Labour has ruled out any income tax hikes and National has flagged a possible extension to its existing tax cut and families income package - but not for another three years.
The pre-election update revealed a one-off $2 billion boost for 2017, but that tails off in coming years with the surplus for 2019 lower than initially forecast.
National's finance spokesperson, Steven Joyce, said a second families package could be a similar mix to the one announced in the May Budget, including further tax changes.
"Unfortunately the New Zealand system, particularly for lower- and middle-income earners, tends to completely muddy the water in terms of the rewards for workers against other things and I'd like to shift that balance back to the rewards."
Mr Joyce said raising tax thresholds for middle-income earners could be a possibility, but would not go into further details.
If economic conditions improved, a National government could introduce it sooner, he said, as long as particular criteria were met.
"We want to stay on our debt track, we want to meet our commitments for public service infrastructure investment and we also don't want to be borrowing for a family incomes package."
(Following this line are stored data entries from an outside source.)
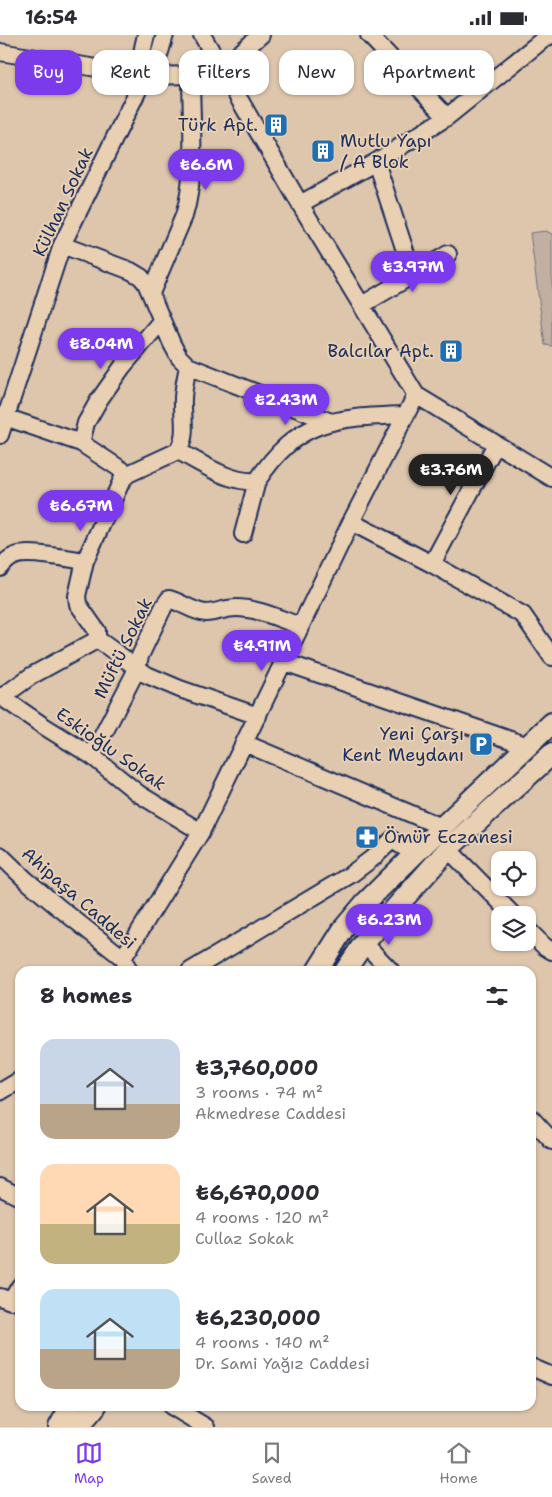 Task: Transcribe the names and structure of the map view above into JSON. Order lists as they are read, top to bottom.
{
  "streets": {
    "street": [
      "Külhan Sokak",
      "Müftü Sokak",
      "Eskioğlu Sokak",
      "Ahipaşa Caddesi"
    ]
  },
  "crossings": [
    ["Müftü Sokak", "Eskioğlu Sokak"]
  ],
  "places": {
    "building": ["Türk Apt.", "Mutlu Yapı / A Blok", "Balcılar Apt."],
    "parking": ["Yeni Çarşı Kent Meydanı"],
    "pharmacy": ["Ömür Eczanesi"]
  },
  "page": {
    "status": "16:54",
    "chip": [
      "Buy",
      "Rent",
      "Filters",
      "New",
      "Apartment"
    ],
    "price": [
      "₺6.6M",
      "₺3.97M",
      "₺8.04M",
      "₺2.43M",
      "₺3.76M",
      "₺6.67M",
      "₺4.91M",
      "₺6.23M"
    ],
    "heading": "8 homes",
    "list": [
      {
        "name": "₺3,760,000",
        "note": "3 rooms · 74 m² · Akmedrese Caddesi"
      },
      {
        "name": "₺6,670,000",
        "note": "4 rooms · 120 m² · Cullaz Sokak"
      },
      {
        "name": "₺6,230,000",
        "note": "4 rooms · 140 m² · Dr. Sami Yağız Caddesi"
      }
    ],
    "tabs": ["Map", "Saved", "Home"]
  }
}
Greens leader James Shaw said now was not the time for tax cuts, either next year or in 2020.
"I know that they like to throw around the carrot of tax cuts but actually now is the time to invest in the long-term future of the country, not have a short-term sugar hit of tax cuts."
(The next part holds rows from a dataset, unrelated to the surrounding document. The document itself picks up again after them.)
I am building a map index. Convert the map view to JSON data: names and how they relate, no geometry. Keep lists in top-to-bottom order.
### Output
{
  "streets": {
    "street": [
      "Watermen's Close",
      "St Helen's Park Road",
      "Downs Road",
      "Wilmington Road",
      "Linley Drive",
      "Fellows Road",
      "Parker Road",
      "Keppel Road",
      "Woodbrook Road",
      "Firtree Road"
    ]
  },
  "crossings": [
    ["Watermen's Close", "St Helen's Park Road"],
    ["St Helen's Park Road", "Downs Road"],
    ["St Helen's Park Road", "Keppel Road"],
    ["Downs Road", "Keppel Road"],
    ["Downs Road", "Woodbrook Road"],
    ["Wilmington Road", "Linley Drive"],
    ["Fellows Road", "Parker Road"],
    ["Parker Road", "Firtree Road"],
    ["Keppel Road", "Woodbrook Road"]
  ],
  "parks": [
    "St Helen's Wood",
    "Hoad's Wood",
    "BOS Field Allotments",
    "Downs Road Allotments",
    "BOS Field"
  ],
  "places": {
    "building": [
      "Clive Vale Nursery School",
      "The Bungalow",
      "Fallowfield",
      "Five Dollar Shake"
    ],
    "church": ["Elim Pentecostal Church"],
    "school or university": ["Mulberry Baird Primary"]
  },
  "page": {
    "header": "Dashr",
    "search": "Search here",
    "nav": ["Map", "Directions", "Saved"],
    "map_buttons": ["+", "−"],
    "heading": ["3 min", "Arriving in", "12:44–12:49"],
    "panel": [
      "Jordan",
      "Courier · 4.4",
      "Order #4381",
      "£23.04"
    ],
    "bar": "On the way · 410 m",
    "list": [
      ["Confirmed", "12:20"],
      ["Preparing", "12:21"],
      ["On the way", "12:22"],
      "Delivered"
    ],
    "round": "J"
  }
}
Labour leader Jacinda Ardern challenged National to stump up with details of its second families package.
"We're pretty much transparent in what our programme is ... we will in government instigate a tax working group.
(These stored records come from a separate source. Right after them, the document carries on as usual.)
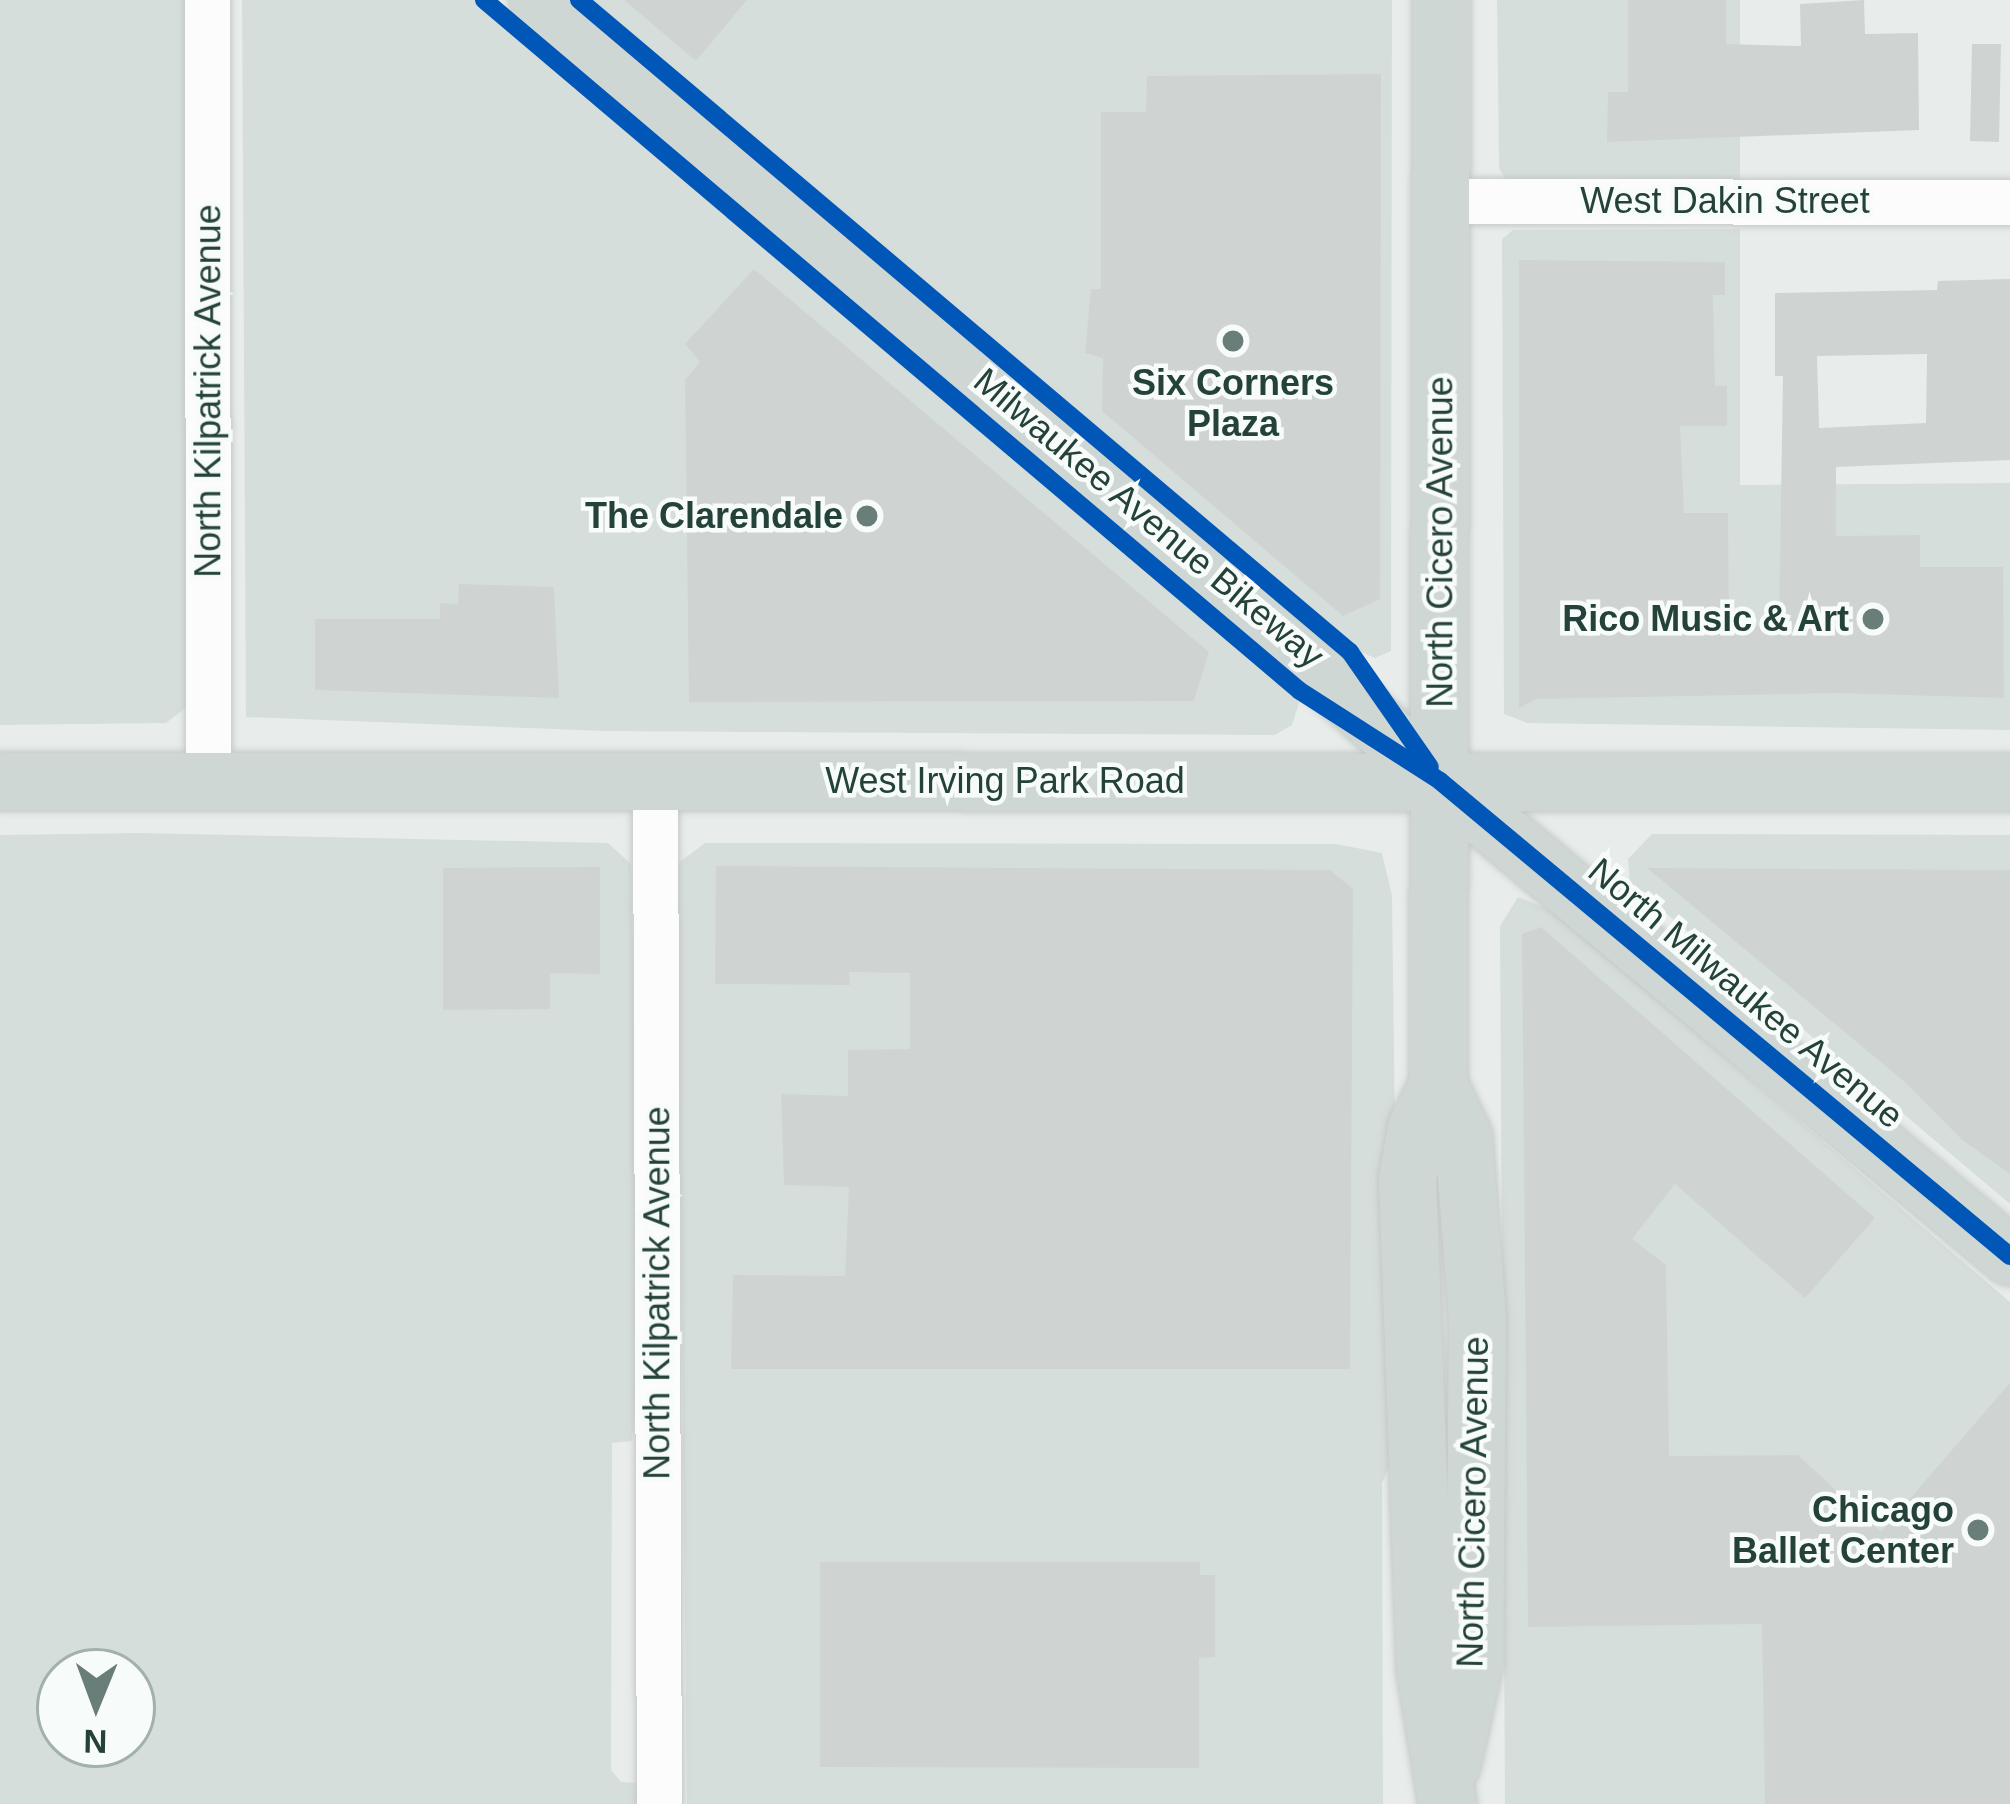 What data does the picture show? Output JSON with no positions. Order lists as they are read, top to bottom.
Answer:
{
  "streets": {
    "main road": ["North Cicero Avenue", "West Irving Park Road", "North Milwaukee Avenue"],
    "street": ["West Dakin Street", "North Kilpatrick Avenue"],
    "cycle path": ["Milwaukee Avenue Bikeway"]
  },
  "crossings": [
    ["West Dakin Street", "North Cicero Avenue"],
    ["North Kilpatrick Avenue", "West Irving Park Road"],
    ["North Cicero Avenue", "West Irving Park Road"],
    ["North Cicero Avenue", "North Milwaukee Avenue"],
    ["West Irving Park Road", "North Milwaukee Avenue"]
  ],
  "places": [
    "Six Corners Plaza",
    "The Clarendale",
    "Rico Music & Art",
    "Chicago Ballet Center"
  ],
  "north": "bottom"
}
"When you look at the degradation of our rivers, when you look at the housing crisis, we've come forward and said we are absolutely open and transparent about how we would tackle both of these issues.
"I would call on the National Party to do the same around their agenda and plan."
Labour finance spokesperson Grant Robertson said with the additional revenue that was available Labour could meet all of its plans.
"What we're saying is, as we did in the fiscal plan, we will use the government's accounts as the basis for what we're doing."
"We've got some differences - we've rejected their tax cut package - we have a slightly different debt track."
"We believe with all of those three things together, we can meet all of our plans."